To do conditional updates with JAX-RS, you use the Request.evaluatePreconditions() method again. Let’s look at how we can implement it within Java code:

@Path("/customers")

public class CustomerResource {

@Path("{id}")

@PUT

@Consumes("application/xml")

public Response updateCustomer(@PathParam("id") int id,

@Context Request request,

Customer update ) {

Customer cust = findCustomer(id);

EntityTag tag = new EntityTag(

Integer.toString(cust.hashCode()));

Date timestamp = ...; // get the timestamp

ResponseBuilder builder =

request.evaluatePreconditions(timestamp, tag);

if (builder != null) {

// Preconditions not met!

return builder.build();

}

... perform the update ...

builder = Response.noContent();

return builder.build();

}

The updateCustomer() method obtains a customer ID and an instance of javax.ws.rs.core.Request from the injected parameters. It then locates an instance of a Customer object in some application-specific way (for example, from a database). From this current instance ofCustomer, it creates an EntityTag from the hash code of the object. It also finds the current timestamp of the Customer instance in some application-specific way. The Request.evaluatePreconditions() method is then called with timestamp and tag variables. If these values do not match the values within the If-Match and If-Unmodified-Since headers sent with the request, evaluatePreconditions() sends back an instance of a ResponseBuilder initialized with the error code 412, “Precondition Failed.” A Response object is built and sent back to the client. If the preconditions are met, the service performs the update and sends back a success code of 204, “No Content.”
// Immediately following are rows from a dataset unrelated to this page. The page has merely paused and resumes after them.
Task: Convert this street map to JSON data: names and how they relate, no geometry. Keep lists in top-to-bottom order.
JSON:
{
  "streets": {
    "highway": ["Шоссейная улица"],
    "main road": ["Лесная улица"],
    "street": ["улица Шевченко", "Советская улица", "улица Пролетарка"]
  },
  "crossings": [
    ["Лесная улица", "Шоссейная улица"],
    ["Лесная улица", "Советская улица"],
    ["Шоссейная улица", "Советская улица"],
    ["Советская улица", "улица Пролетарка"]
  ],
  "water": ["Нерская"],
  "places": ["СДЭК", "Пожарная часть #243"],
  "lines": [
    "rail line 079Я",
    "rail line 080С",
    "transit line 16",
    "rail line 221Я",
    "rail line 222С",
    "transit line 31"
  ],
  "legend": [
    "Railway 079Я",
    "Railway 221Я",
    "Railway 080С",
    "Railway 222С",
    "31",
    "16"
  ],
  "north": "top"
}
With this code in place, we can now worry less about concurrent updates of our resources. One interesting thought is that we did not have to come up with this scheme ourselves. It is already defined within the HTTP specification. This is one of the beauties of REST, in that it fully leverages the HTTP protocol.

Wrapping Up

In this chapter, you learned that HTTP has built-in facilities to help scale the performance of our distributed systems. HTTP caching is a rich protocol that gives us a lot of control over browser, proxy, and client caches. It helps tremendously in reducing network traffic and speeding up response times for applications. Besides caching, distributed systems also have the problem of multiple clients trying to update the same resource. The HTTP protocol again comes to the rescue with well-defined semantics for handling concurrent updates. For both caching and concurrent updates, JAX-RS provides some helper classes to make it easier to enable these features in your Java applications. Chapter 25 contains some code you can use to test-drive many of the concepts in this chapter.